| Ms. Huang He (center) from Weining No. 1 Elementary School directs the “Food Web” activity
during the winter environmental camp.
|By Dr. Li Fengshan, ICF China Program Coordinator, and Chan Yun-Wen, University of Wisconsin-Madison
In late December 2012, Li Fengshan, Ms. Chan Yun-Wen from the University of Wisconsin-Madison, and Ms. Hu Yabin from Beijing No. 39 Secondary School traveled to Caohai Nature Reserve, wintering area for Black-necked and Eurasian Cranes in southwest China. The trip was organized through our project, “Benefiting Caohai Cranes and Communities,” which is supported by the Disney Wildlife Conservation Fund and coordinated among ICF, UW-Madison, Caohai Nature Reserve and local school, Weining No. 4 Elementary School. ICF has been working with the reserve and local villagers for over 20 years to reduce conflict between local residents and wildlife, with a focus on poverty alleviation, wetland research and environmental education.

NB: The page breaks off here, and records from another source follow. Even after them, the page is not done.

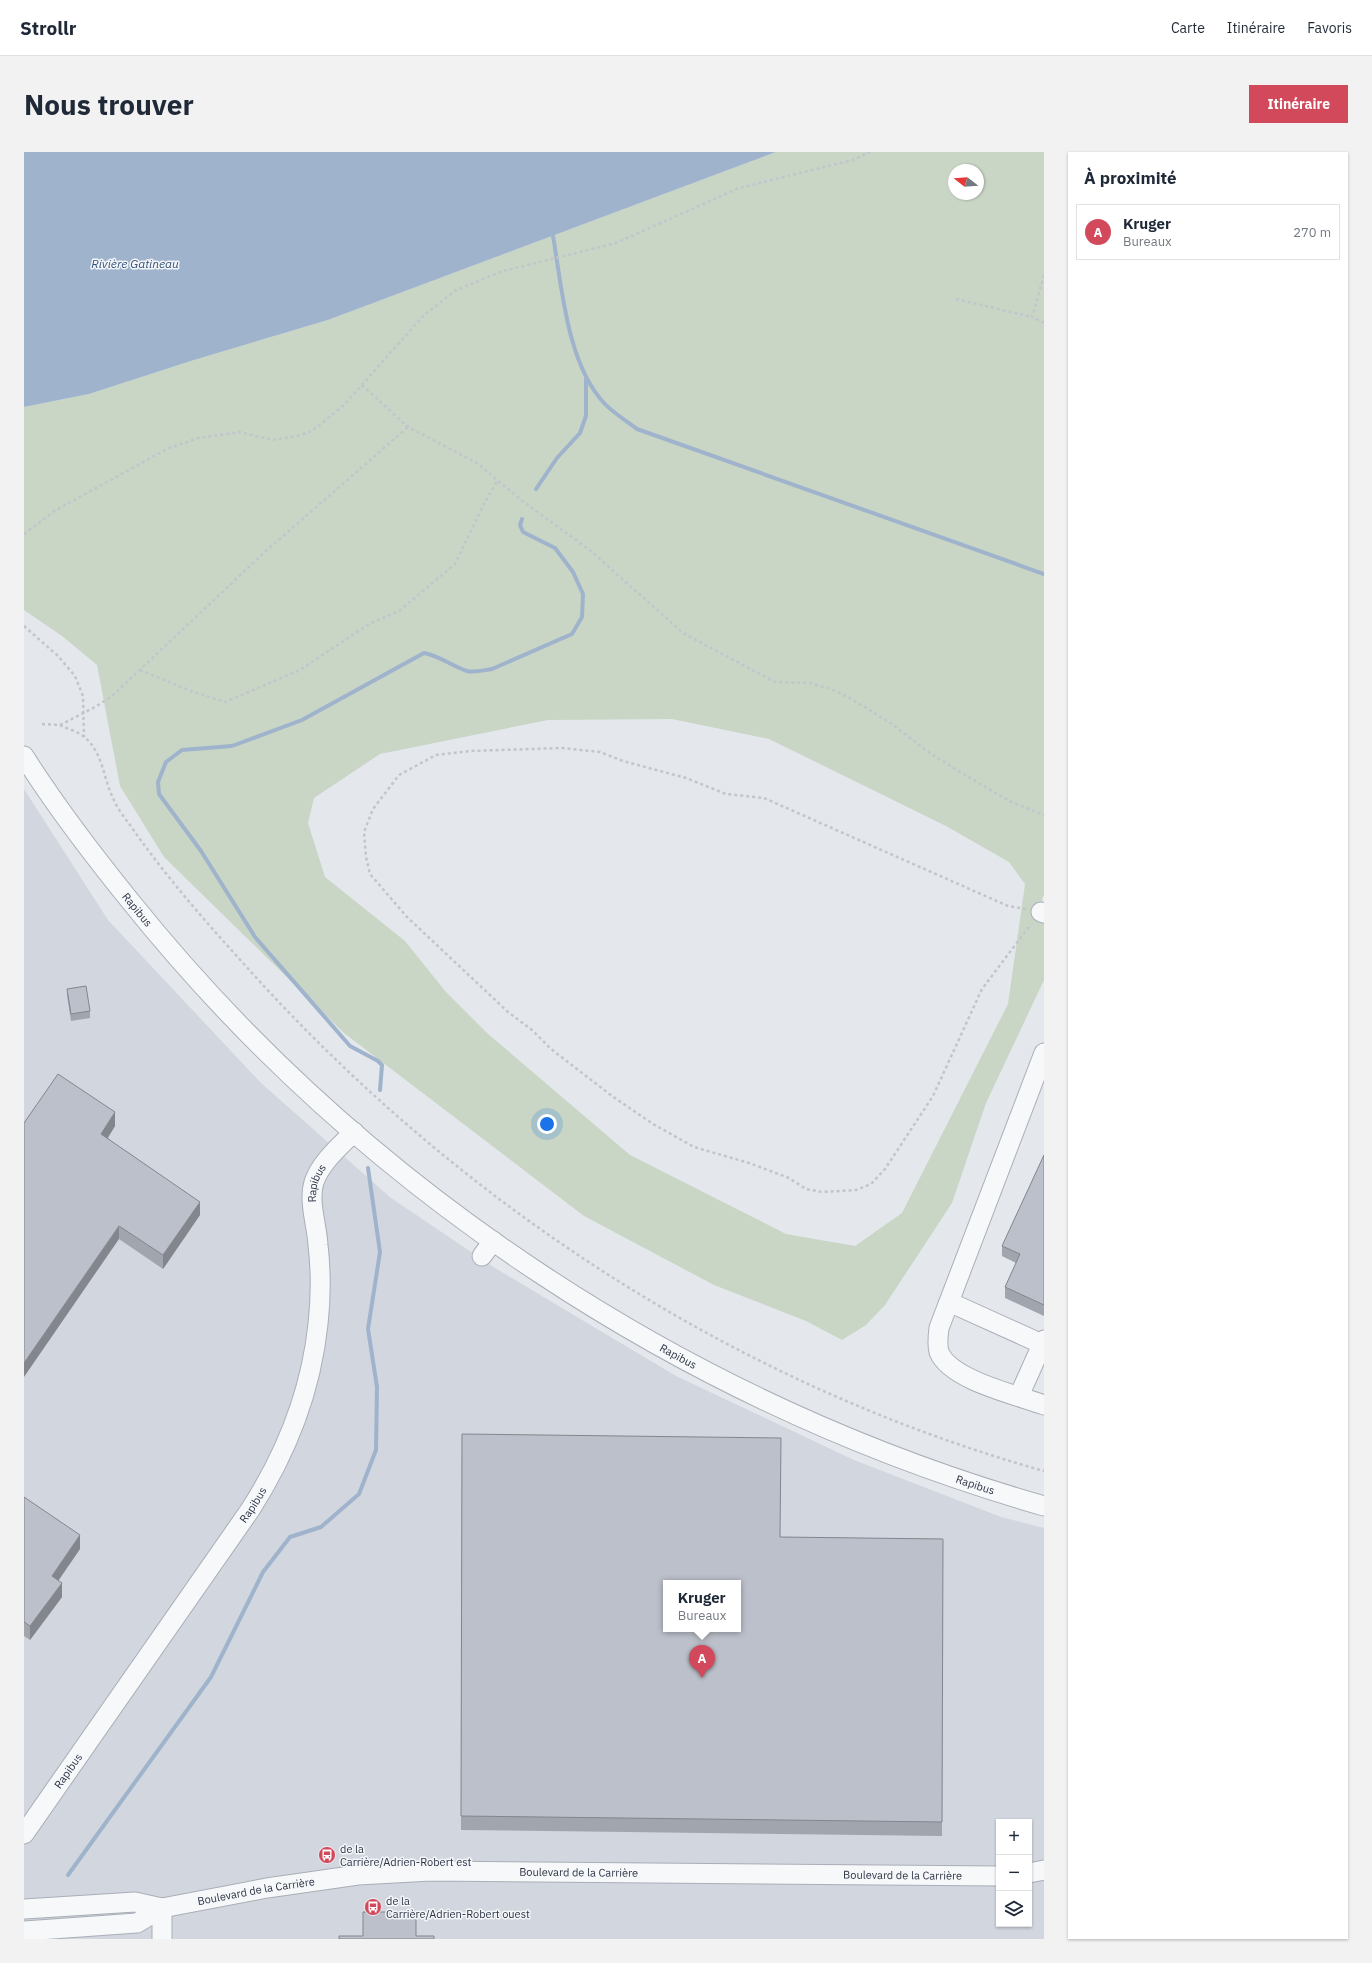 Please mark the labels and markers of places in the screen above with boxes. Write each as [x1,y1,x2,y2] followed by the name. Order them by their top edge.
[689,1645,715,1678] pin: A
[340,1842,472,1869] place label: de la Carrière/Adrien-Robert est
[317,1845,337,1865] bus stop icon: de la Carrière/Adrien-Robert est
[386,1894,530,1921] place label: de la Carrière/Adrien-Robert ouest
[363,1897,383,1917] bus stop icon: de la Carrière/Adrien-Robert ouest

During the trip, a training session was provided for local teachers. Topics presented at the training included environmental education activities from Wisconsin schools, bird resources at Caohai, integrated curriculum teaching from Wisconsin and Taiwan, and curriculum design and development. Demonstrations were made on how to teach the Story of Caohai, a textbook developed by ICF and Beijing-based nonprofit, Beijing Brooks Education Center, and how to design and lead an ecological camp (left, Ms. Hu Yabin demonstrates the “Food Web” activity for local teachers). On the second day of the training, the teachers developed an outline for a second textbook for local schools, and divided responsibilities among the teachers to write lessons for the curriculum. The interdisciplinary approach of the textbook incorporates not only ecological concepts, but also cultural concepts focusing on ancient traditions, religious beliefs, and local knowledge. On the last day, the trained teachers led a winter camp for a group of 20 students from Weining No. 4 Elementary School, in which the students played ecological games/activities and went out for birding and observing aquatic micro-organisms near the lake.
How do teachers introduce hands-on activities in a classroom with 70-80 students, which is typical in the Caohai area (upper right, a classroom at Weining No. 4 Elementary School)? ICF, UW-Madison and the Caohai Nature Reserve’s approach has been to provide training for local teachers in activities that can be incorporated into modified classroom curricula and special environmental camps. Learn more about this partnership in the first update in this series, Cao Hai Is a Treasure, by CeCe Carter Seiffert.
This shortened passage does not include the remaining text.